Of the compounds VIII, 2,2,4,4-tetramethyl-7-oxa-3,20-diaza-21-oxodispiro[5.1.11.2]heneicosane is particularly preferred and, of the compounds IX, lauryl acrylate.

An aromatic hydrocarbon which is liquid at room temperature, such as, for example, toluene, xylene or mesitylene, is used as a solvent for the process according to the invention. Xylenes (o-, m- and p-) and toluene, in particular o-xylene, are preferred. Mixtures of these aromatic hydrocarbons can also be used.

The catalyst of the formula X is used in an amount of 1 to 10 mol %, relative to a compound of the formula VIII, preferably in an amount of 1 to 5 mol %, in particular in an amount of 2 to 4 mol %. The catalysts of the formula X are the alkali metal salts of the compounds VIII, preferably their lithium salts, sodium salts or potassium salts, in particular sodium salts.

The catalyst is prepared in a known manner by reacting a compound VIII with an alkali metal in an inert solvent, preferably in toluene or xylene. After separating off the solvent, the catalyst can be used as an isolated solid or, without separating off the solvent, in the form of a suspension or a solution.

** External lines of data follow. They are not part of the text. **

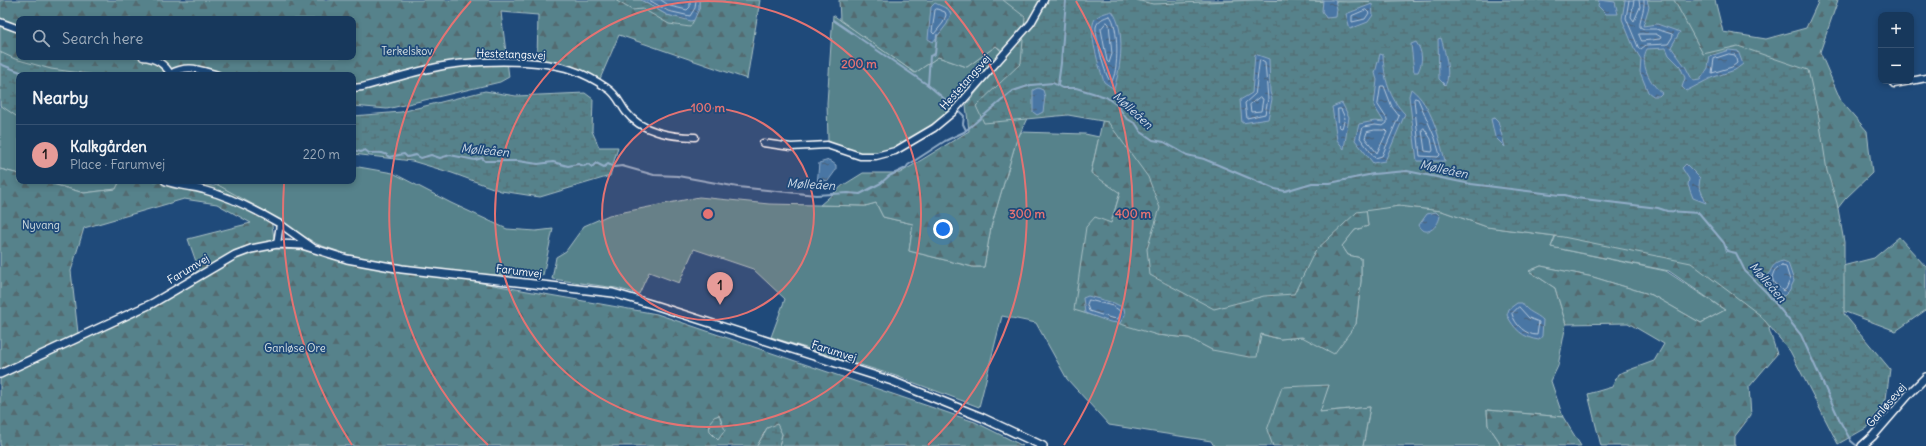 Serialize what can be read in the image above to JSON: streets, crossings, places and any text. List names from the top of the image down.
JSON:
{
  "streets": {
    "street": ["Hestetangsvej", "Farumvej", "Ganløsevej"]
  },
  "water": ["Mølleåen"],
  "parks": ["Terkelskov", "Nyvang", "Ganløse Ore"],
  "page": {
    "map_buttons": ["+", "−"],
    "search": "Search here",
    "heading": "Nearby",
    "list": [
      {
        "mark": "1",
        "name": "Kalkgården",
        "note": "Place · Farumvej",
        "value": "220 m"
      }
    ],
    "pins": "1"
  },
  "rings": [
    "200 m",
    "100 m",
    "300 m",
    "400 m"
  ]
} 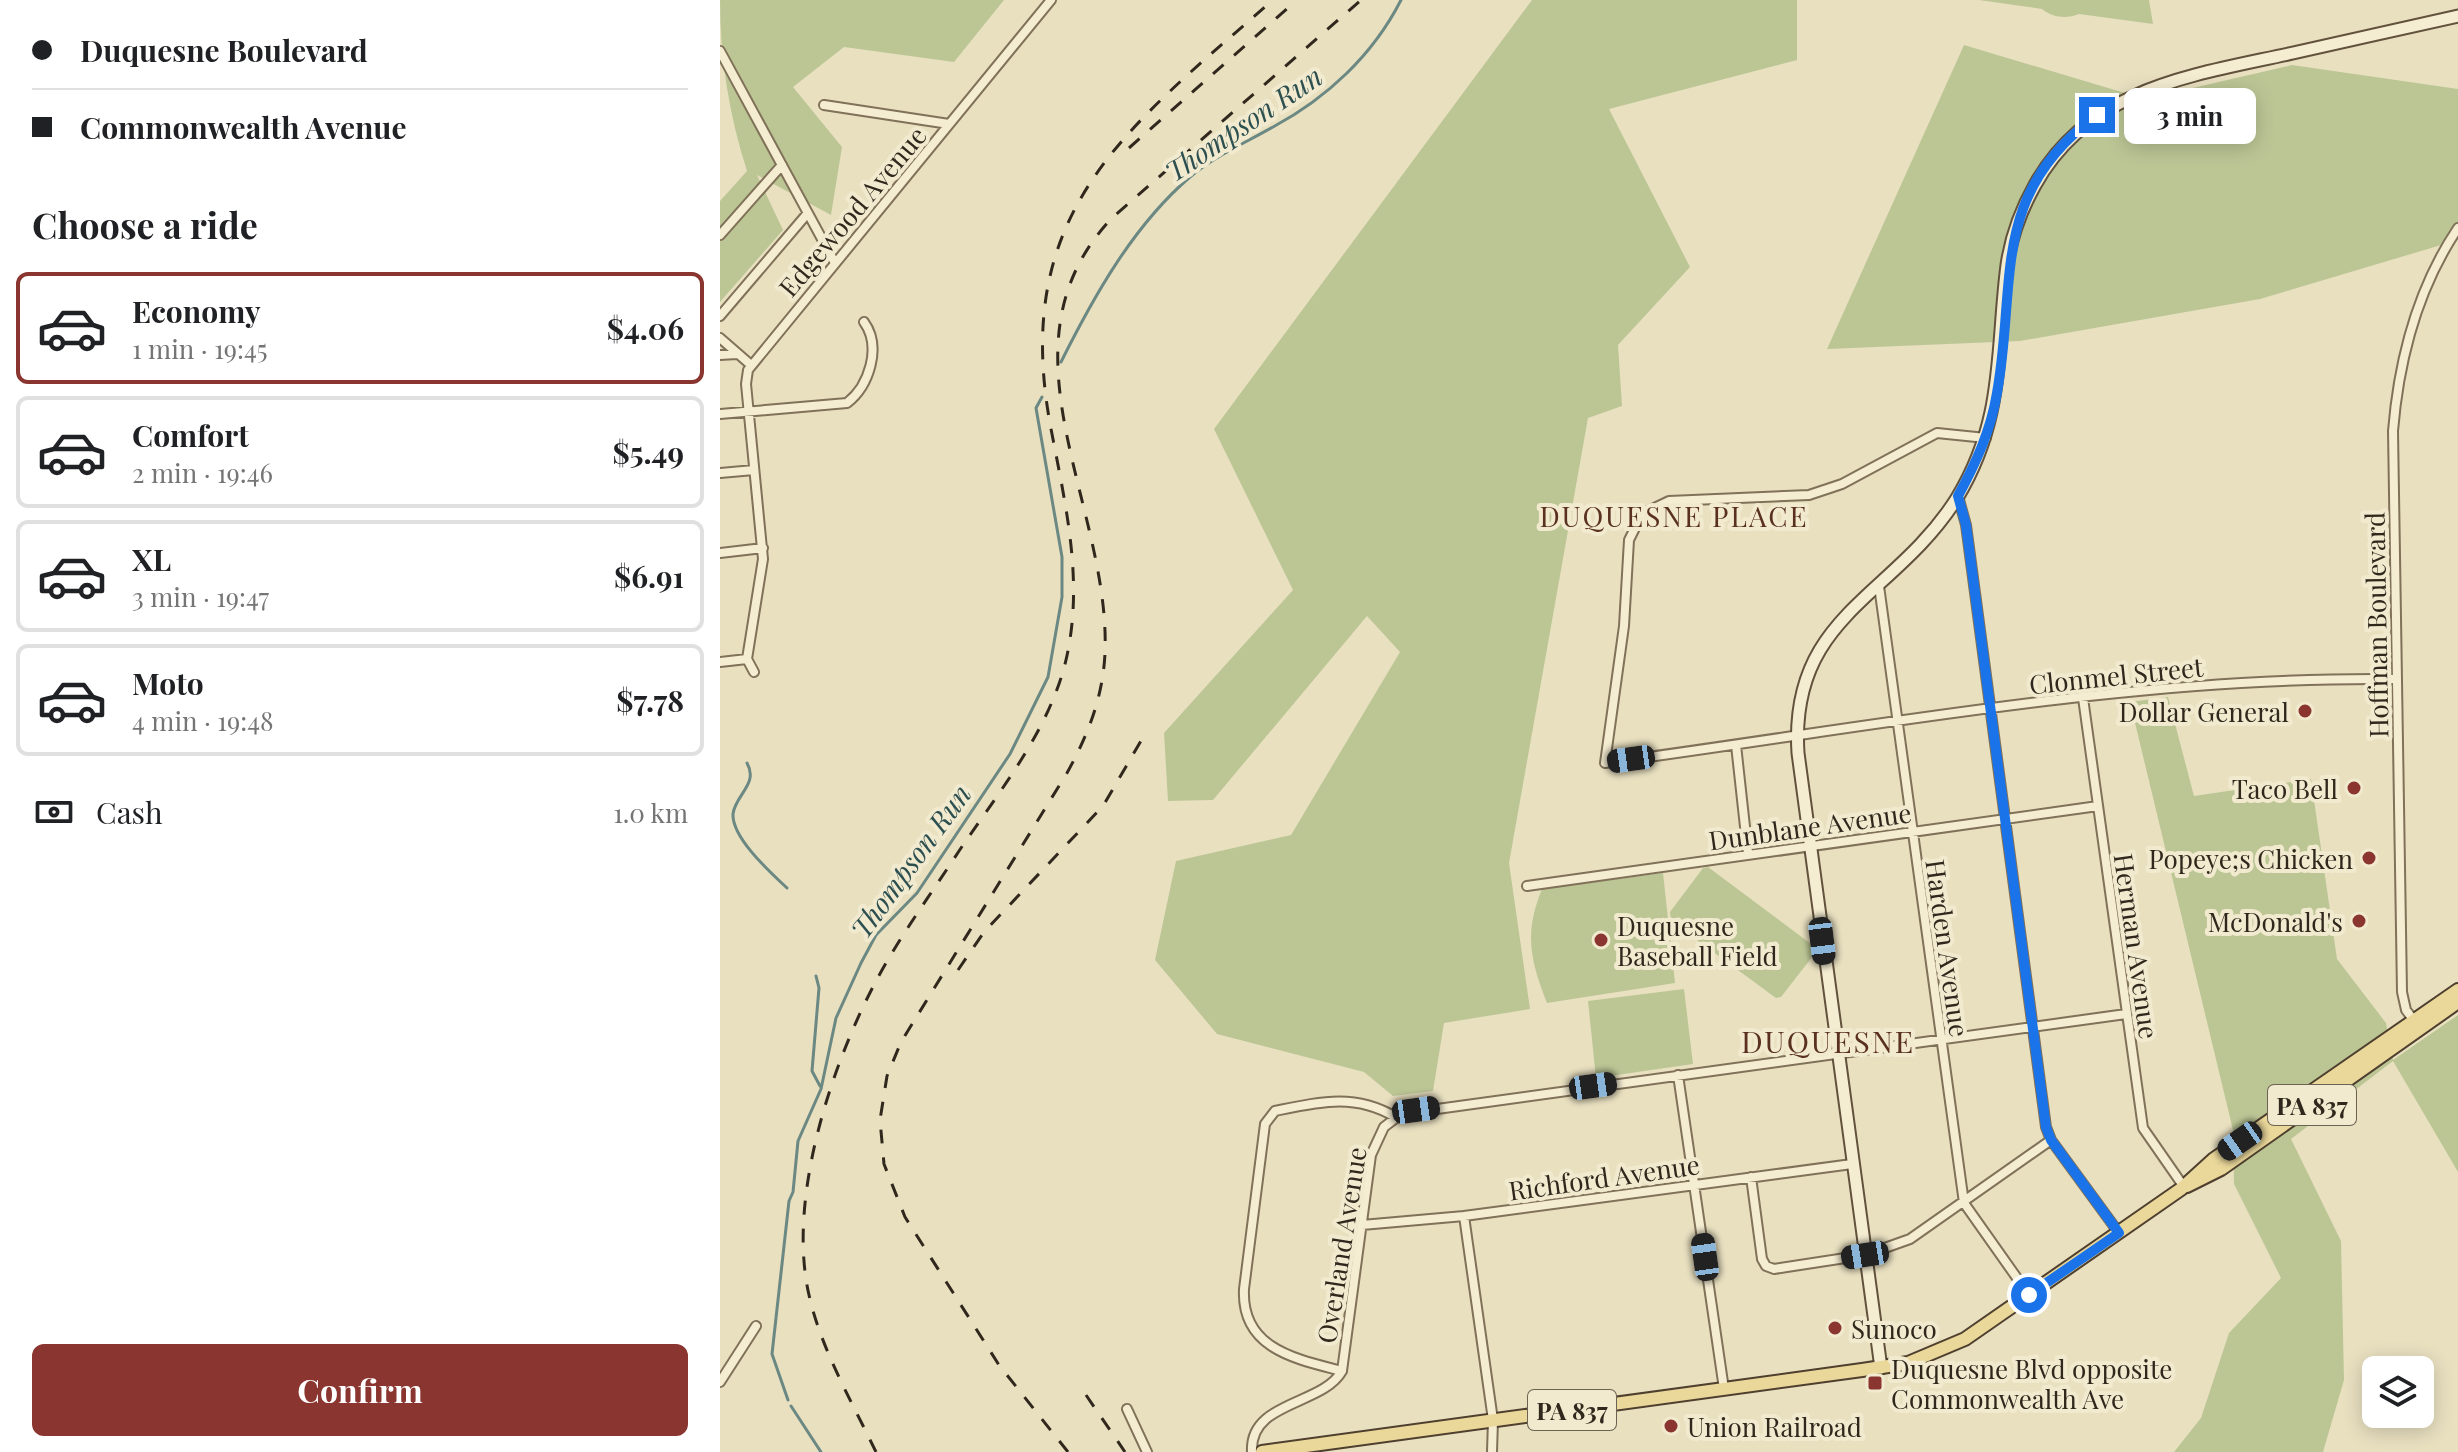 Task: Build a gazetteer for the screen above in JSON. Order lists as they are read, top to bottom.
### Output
{
  "streets": {
    "main road": ["PA 837"],
    "street": [
      "Edgewood Avenue",
      "Hoffman Boulevard",
      "Clonmel Street",
      "Dunblane Avenue",
      "Herman Avenue",
      "Harden Avenue",
      "Richford Avenue",
      "Overland Avenue"
    ]
  },
  "crossings": [
    ["Hoffman Boulevard", "Clonmel Street"],
    ["Hoffman Boulevard", "PA 837"],
    ["Clonmel Street", "Herman Avenue"],
    ["Clonmel Street", "Harden Avenue"],
    ["Dunblane Avenue", "Herman Avenue"],
    ["Dunblane Avenue", "Harden Avenue"],
    ["Herman Avenue", "PA 837"],
    ["Herman Avenue", "Overland Avenue"],
    ["Harden Avenue", "PA 837"],
    ["Harden Avenue", "Overland Avenue"],
    ["Richford Avenue", "Overland Avenue"]
  ],
  "districts": ["DUQUESNE PLACE", "DUQUESNE"],
  "water": ["Thompson Run"],
  "places": {
    "other": [
      "Dollar General",
      "Taco Bell",
      "Popeye;s Chicken",
      "McDonald's",
      "Duquesne Baseball Field",
      "Sunoco",
      "Union Railroad"
    ],
    "transit": ["Duquesne Blvd opposite Commonwealth Ave"]
  },
  "page": {
    "banner": ["Duquesne Boulevard", "Commonwealth Avenue"],
    "bubble": "3 min",
    "heading": "Choose a ride",
    "list": [
      {
        "name": "Economy",
        "note": "1 min · 19:45",
        "value": "$4.06"
      },
      {
        "name": "Comfort",
        "note": "2 min · 19:46",
        "value": "$5.49"
      },
      {
        "name": "XL",
        "note": "3 min · 19:47",
        "value": "$6.91"
      },
      {
        "name": "Moto",
        "note": "4 min · 19:48",
        "value": "$7.78"
      }
    ],
    "pay": ["Cash", "1.0 km"],
    "buttons": "Confirm"
  }
} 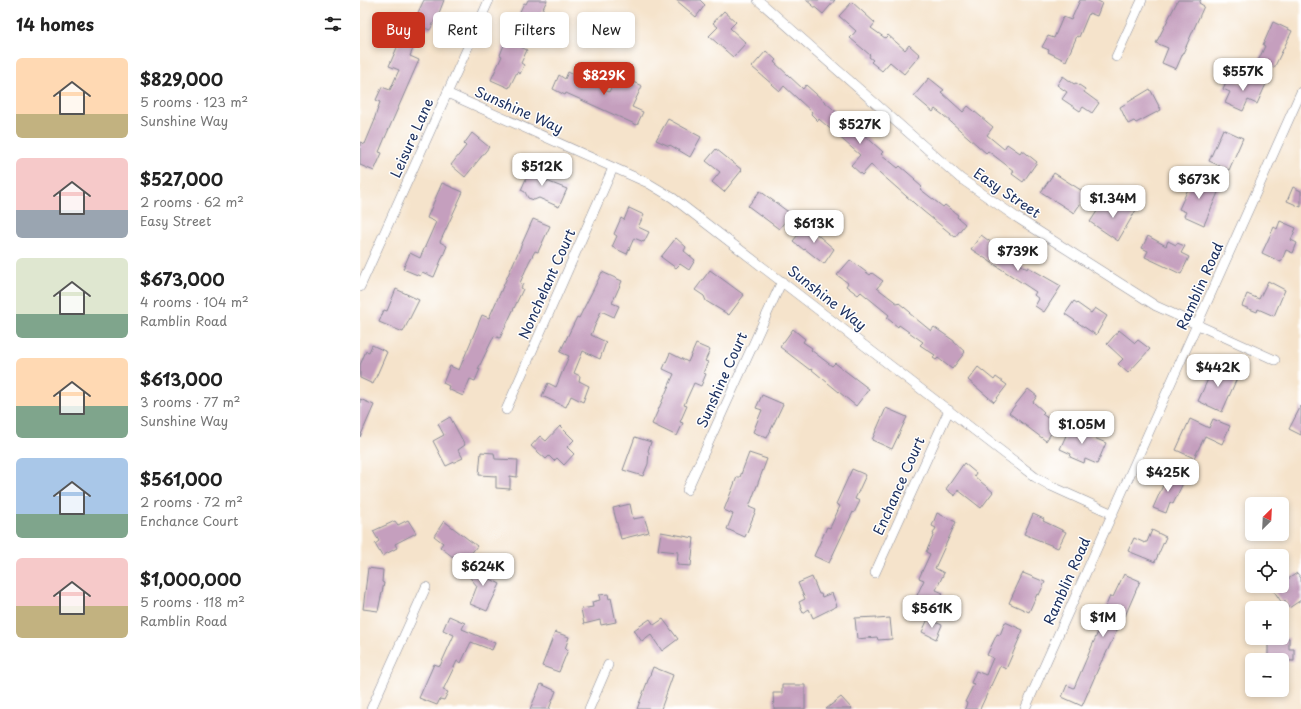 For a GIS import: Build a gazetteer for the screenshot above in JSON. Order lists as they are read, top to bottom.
{
  "streets": {
    "street": [
      "Sunshine Way",
      "Leisure Lane",
      "Easy Street",
      "Nonchelant Court",
      "Ramblin Road",
      "Sunshine Court",
      "Enchance Court"
    ]
  },
  "crossings": [
    ["Sunshine Way", "Leisure Lane"],
    ["Sunshine Way", "Nonchelant Court"],
    ["Sunshine Way", "Ramblin Road"],
    ["Sunshine Way", "Sunshine Court"],
    ["Sunshine Way", "Enchance Court"],
    ["Easy Street", "Ramblin Road"]
  ],
  "north": "top right",
  "page": {
    "heading": "14 homes",
    "chip": [
      "Buy",
      "Rent",
      "Filters",
      "New"
    ],
    "list": [
      {
        "name": "$829,000",
        "note": "5 rooms · 123 m² · Sunshine Way"
      },
      {
        "name": "$527,000",
        "note": "2 rooms · 62 m² · Easy Street"
      },
      {
        "name": "$673,000",
        "note": "4 rooms · 104 m² · Ramblin Road"
      },
      {
        "name": "$613,000",
        "note": "3 rooms · 77 m² · Sunshine Way"
      },
      {
        "name": "$561,000",
        "note": "2 rooms · 72 m² · Enchance Court"
      },
      {
        "name": "$1,000,000",
        "note": "5 rooms · 118 m² · Ramblin Road"
      }
    ],
    "price": [
      "$557K",
      "$829K",
      "$527K",
      "$512K",
      "$673K",
      "$1.34M",
      "$613K",
      "$739K",
      "$442K",
      "$1.05M",
      "$425K",
      "$624K",
      "$561K",
      "$1M"
    ],
    "map_buttons": ["+", "−"]
  }
}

It is particularly advantageous to use the catalyst "prepared in situ". To this end, an alkali metal is added to the reaction mixture comprising only the solvent and a compound of the formula VIII in an amount of 1 to 10 mol %, relative to the compound VIII, and the compound VIII is reacted to give a catalyst according to the formula X. Only after the alkali metal has completely reacted is a compound of the formula IX added as the second reaction component. The complete reaction of the alkali metal added with the initially introduced compound VIII is of crucial importance in this case for a high yield of the desired reaction products of the formula I. Complete conversion of the alkali metal is advantageously ensured by heating the mixture comprising solvent, compound VIII and alkali metal for a certain amount of time, depending on the batch size (cf. Ex. 7 and 8) at the reflux temperature. The mixture is then cooled to the actual reaction temperature, and the compound of the formula IX is added.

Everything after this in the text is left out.